Adaptation is a key component of many technical control systems in several machines, devices and networks. The design of adaptive systems has been intensively investigated by classical system theory for more than 50 years. However, today more than simple adaptation and control is required to tackle the challenges in many new technical applications.
Another challenge of the society in 2020 is urbanization and the transition to a low-carbon society. The infrastructure in cities needs to be evolved to a smart system as well. Due to multiple independently interacting participants (cars, pedestrians, public transport), traffic can be also considered as a random and nonlinear system. A smart traffic infrastructure should be able to predict the “states” of this system to avoid dangerous situations by assisting the driver or to improve the efficiency of the traffic to reduce traffic jams and pollution. The interaction in this highly dynamic and random environment requires real-time remote computing and inference based systems in different scenarios: from vehicle to vehicle (V2V) to vehicle to infrastructure (V2I).
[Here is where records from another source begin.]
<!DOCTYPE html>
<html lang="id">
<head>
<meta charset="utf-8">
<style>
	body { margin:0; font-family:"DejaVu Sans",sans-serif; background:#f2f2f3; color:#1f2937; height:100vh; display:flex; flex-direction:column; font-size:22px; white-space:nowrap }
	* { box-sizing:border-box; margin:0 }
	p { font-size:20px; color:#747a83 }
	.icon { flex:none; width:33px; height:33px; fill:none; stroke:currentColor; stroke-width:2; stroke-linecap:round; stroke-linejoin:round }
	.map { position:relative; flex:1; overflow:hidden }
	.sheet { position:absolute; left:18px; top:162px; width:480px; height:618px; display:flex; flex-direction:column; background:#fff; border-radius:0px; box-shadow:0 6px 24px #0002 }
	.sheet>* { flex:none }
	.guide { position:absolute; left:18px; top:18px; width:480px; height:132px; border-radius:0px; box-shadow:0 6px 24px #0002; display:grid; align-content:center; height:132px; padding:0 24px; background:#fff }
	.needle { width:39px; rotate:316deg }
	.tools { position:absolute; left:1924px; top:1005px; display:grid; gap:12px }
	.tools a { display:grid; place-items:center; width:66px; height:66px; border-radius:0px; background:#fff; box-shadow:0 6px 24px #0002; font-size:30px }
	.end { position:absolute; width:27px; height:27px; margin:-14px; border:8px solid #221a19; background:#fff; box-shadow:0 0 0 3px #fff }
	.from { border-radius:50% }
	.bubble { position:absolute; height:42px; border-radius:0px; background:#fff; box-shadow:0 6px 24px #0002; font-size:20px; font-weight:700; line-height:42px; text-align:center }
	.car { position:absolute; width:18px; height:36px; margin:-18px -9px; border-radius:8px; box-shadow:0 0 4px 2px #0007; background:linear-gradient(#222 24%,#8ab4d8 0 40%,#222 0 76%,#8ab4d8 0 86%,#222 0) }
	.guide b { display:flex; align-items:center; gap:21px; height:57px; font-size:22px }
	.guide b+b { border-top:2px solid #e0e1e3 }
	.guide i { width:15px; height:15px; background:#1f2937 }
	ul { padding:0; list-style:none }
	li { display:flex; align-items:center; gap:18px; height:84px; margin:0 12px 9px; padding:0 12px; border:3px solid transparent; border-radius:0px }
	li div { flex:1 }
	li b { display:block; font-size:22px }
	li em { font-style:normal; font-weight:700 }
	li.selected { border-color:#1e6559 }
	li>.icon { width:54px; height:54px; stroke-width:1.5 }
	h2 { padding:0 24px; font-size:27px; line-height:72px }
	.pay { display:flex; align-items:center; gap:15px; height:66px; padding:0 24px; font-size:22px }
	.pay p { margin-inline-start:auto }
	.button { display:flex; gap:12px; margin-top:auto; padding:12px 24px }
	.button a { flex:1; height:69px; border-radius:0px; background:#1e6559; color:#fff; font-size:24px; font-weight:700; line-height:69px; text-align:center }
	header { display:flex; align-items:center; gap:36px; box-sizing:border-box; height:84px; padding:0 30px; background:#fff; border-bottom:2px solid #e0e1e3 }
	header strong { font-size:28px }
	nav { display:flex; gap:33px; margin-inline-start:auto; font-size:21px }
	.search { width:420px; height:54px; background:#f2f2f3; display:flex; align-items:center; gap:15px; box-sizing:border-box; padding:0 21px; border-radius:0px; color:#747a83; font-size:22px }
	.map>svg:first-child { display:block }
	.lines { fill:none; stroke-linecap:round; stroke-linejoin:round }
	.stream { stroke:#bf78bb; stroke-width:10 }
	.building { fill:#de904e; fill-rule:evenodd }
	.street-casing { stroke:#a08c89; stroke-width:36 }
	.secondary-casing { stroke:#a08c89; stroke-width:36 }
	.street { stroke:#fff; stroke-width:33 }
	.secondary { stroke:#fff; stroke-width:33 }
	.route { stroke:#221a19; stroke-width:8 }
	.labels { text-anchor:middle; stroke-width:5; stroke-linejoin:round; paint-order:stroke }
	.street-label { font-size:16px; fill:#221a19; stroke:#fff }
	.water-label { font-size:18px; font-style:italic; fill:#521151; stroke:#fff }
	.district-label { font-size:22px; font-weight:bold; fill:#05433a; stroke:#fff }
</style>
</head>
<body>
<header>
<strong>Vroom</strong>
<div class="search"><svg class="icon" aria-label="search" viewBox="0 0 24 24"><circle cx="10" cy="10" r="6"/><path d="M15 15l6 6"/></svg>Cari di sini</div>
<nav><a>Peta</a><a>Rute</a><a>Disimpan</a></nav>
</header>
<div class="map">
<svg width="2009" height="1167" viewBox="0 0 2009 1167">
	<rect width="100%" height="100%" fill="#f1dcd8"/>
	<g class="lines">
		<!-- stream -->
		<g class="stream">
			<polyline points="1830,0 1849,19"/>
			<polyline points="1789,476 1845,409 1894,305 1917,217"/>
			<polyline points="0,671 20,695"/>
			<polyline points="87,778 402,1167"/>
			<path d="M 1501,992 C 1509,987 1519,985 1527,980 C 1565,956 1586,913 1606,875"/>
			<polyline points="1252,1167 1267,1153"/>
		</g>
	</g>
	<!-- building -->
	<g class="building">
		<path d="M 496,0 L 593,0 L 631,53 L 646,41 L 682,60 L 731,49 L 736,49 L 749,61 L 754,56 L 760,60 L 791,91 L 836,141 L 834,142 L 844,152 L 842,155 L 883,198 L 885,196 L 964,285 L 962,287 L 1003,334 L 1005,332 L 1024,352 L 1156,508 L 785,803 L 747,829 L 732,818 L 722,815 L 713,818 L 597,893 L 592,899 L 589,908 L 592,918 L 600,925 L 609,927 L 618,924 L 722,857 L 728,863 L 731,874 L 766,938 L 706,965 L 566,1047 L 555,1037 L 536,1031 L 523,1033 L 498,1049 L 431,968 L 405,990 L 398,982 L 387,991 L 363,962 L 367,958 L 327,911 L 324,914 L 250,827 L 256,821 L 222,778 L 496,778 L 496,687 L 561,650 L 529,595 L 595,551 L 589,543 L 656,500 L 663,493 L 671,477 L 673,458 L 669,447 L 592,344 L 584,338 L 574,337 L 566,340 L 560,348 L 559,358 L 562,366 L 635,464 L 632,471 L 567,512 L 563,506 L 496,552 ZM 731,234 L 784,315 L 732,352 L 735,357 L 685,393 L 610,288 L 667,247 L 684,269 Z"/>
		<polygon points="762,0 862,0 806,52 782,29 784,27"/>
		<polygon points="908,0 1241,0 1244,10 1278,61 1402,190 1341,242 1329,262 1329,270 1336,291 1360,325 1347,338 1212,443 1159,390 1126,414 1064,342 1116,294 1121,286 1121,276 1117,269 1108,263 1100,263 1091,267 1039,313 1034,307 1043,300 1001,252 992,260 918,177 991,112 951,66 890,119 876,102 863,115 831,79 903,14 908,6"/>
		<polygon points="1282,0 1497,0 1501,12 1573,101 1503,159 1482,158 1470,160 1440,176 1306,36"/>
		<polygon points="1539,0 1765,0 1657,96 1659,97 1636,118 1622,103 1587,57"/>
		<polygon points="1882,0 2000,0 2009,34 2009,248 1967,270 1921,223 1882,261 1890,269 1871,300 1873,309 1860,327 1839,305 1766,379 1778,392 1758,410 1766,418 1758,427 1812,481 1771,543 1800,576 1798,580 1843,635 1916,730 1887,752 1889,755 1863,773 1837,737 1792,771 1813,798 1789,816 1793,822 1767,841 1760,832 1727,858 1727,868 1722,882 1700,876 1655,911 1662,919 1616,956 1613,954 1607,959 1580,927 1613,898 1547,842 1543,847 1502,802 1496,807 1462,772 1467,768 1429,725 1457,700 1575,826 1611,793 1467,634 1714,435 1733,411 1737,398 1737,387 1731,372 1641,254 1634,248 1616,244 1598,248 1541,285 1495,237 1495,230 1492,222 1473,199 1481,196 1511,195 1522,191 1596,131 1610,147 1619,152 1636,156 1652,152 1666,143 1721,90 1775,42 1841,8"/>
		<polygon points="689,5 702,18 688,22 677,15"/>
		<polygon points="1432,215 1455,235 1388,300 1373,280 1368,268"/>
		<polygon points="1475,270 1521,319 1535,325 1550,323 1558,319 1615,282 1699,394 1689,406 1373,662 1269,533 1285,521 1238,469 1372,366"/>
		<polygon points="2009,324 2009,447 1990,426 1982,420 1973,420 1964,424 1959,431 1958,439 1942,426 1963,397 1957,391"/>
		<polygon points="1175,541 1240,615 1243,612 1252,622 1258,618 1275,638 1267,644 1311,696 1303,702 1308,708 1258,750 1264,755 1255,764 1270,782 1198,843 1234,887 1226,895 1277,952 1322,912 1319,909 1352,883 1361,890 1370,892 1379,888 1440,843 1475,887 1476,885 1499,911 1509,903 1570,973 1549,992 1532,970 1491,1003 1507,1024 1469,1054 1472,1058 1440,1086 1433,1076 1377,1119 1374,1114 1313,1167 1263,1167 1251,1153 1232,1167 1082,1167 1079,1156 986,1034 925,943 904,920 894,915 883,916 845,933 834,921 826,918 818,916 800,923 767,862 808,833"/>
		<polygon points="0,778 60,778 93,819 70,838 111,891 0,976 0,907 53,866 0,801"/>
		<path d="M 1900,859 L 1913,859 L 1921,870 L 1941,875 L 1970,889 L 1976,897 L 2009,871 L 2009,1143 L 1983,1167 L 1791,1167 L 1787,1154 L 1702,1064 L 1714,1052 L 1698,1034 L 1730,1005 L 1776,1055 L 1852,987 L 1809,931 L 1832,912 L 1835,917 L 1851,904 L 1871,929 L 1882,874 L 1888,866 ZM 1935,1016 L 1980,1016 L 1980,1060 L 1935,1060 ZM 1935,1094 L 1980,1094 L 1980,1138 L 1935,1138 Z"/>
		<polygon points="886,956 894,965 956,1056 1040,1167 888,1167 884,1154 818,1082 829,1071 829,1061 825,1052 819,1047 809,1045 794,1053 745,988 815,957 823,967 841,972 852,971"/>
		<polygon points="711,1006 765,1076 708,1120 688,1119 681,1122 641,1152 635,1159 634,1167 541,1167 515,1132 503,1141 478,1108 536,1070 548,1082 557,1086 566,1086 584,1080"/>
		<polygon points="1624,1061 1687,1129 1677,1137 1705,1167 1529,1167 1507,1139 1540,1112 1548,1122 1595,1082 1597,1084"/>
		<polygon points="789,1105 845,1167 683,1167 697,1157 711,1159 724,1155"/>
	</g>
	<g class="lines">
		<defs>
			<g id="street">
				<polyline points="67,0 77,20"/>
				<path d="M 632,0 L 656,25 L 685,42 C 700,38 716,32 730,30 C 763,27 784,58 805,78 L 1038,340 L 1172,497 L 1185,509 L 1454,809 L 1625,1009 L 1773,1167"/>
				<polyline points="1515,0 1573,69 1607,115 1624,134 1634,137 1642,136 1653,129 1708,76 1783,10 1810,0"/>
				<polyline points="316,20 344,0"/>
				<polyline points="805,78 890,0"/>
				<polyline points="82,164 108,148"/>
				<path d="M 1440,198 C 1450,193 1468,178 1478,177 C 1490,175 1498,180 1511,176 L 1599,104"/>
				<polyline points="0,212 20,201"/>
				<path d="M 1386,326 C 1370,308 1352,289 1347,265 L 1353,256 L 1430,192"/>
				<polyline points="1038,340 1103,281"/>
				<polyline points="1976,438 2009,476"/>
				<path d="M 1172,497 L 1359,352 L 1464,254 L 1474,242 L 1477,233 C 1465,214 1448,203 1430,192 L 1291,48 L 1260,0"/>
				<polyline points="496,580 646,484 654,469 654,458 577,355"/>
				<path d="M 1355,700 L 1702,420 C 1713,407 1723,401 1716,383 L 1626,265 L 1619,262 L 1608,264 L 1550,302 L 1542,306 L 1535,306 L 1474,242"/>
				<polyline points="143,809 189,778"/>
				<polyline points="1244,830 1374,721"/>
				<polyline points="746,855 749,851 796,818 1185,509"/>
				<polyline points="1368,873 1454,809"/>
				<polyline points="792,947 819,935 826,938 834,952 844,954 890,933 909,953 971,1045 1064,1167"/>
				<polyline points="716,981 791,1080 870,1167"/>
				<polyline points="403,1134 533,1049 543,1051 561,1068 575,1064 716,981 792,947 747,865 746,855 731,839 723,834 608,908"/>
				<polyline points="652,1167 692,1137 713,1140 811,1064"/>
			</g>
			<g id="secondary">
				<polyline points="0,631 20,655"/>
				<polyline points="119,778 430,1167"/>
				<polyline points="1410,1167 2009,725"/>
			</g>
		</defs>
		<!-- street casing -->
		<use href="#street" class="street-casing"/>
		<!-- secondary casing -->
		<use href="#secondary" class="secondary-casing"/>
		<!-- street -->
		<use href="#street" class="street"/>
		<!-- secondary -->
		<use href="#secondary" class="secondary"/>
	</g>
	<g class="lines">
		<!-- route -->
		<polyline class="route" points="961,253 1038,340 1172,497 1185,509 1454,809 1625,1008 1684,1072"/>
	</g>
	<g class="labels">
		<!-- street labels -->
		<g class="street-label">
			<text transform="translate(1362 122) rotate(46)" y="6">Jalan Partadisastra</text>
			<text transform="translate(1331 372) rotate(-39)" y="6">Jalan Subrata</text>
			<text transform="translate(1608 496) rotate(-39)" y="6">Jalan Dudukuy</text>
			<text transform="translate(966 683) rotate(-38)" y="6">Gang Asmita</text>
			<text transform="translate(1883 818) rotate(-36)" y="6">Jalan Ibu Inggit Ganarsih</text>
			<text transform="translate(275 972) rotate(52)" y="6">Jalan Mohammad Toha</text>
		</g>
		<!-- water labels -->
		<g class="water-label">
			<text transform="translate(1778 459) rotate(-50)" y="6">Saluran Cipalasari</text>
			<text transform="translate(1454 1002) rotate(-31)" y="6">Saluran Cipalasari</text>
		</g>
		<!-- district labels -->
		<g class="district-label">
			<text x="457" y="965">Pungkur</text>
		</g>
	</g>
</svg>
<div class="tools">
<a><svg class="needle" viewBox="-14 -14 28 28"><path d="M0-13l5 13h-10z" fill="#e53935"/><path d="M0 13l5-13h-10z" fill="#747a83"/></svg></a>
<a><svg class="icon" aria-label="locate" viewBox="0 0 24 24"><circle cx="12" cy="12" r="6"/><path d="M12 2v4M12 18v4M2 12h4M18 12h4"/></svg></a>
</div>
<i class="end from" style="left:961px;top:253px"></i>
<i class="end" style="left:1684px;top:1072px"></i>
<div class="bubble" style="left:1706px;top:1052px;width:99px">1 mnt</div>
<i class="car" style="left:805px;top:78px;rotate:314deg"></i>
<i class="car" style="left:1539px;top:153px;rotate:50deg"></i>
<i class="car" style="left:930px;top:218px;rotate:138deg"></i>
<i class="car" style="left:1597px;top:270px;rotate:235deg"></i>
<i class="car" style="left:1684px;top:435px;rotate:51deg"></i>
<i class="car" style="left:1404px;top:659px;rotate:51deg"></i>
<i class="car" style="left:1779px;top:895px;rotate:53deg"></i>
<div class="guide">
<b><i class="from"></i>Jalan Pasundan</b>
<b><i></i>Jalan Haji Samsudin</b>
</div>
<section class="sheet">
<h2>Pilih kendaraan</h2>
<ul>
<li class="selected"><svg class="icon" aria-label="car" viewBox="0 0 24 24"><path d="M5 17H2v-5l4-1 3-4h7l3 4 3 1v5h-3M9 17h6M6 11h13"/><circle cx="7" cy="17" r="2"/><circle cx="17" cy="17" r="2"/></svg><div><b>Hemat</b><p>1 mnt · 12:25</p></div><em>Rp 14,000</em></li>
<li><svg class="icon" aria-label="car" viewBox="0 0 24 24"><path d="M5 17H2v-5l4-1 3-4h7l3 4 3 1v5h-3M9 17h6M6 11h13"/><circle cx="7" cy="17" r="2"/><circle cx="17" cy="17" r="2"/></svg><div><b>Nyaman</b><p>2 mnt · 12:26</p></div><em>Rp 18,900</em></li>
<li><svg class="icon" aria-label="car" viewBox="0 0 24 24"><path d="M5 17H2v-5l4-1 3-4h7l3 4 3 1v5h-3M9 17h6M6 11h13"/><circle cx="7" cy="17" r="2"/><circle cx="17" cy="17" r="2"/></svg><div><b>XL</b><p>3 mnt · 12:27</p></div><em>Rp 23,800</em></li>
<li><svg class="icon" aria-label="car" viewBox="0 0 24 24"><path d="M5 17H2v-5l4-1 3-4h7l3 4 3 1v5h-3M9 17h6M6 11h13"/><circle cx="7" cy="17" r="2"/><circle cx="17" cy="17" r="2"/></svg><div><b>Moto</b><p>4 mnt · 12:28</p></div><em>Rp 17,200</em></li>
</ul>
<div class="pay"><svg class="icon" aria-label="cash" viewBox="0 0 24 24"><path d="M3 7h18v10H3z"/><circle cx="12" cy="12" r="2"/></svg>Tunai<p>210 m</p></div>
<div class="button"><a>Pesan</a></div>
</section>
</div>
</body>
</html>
To tackle the massive pollution caused by a growing population, a continuous observation of our environment is required. Massive sensor fields are needed to continuously sense the important information. Today, this massive data flow is still difficult to handle. Furthermore, due to the technical constraints in many applications, sensor motes will have extremely simple hardware resulting in very limited communication capabilities and intelligence at each mote. Consequently, sensing the important information with a dense sensor network with very simple sensor motes is a big research challenge.
Many solutions for the above-mentioned examples of applications rely on a reliable estimation of the states of highly nonlinear and dynamic random systems and finding the correct inferences. This leads to the central research questions in this field: How can we design more robust, distributed and smarter systems?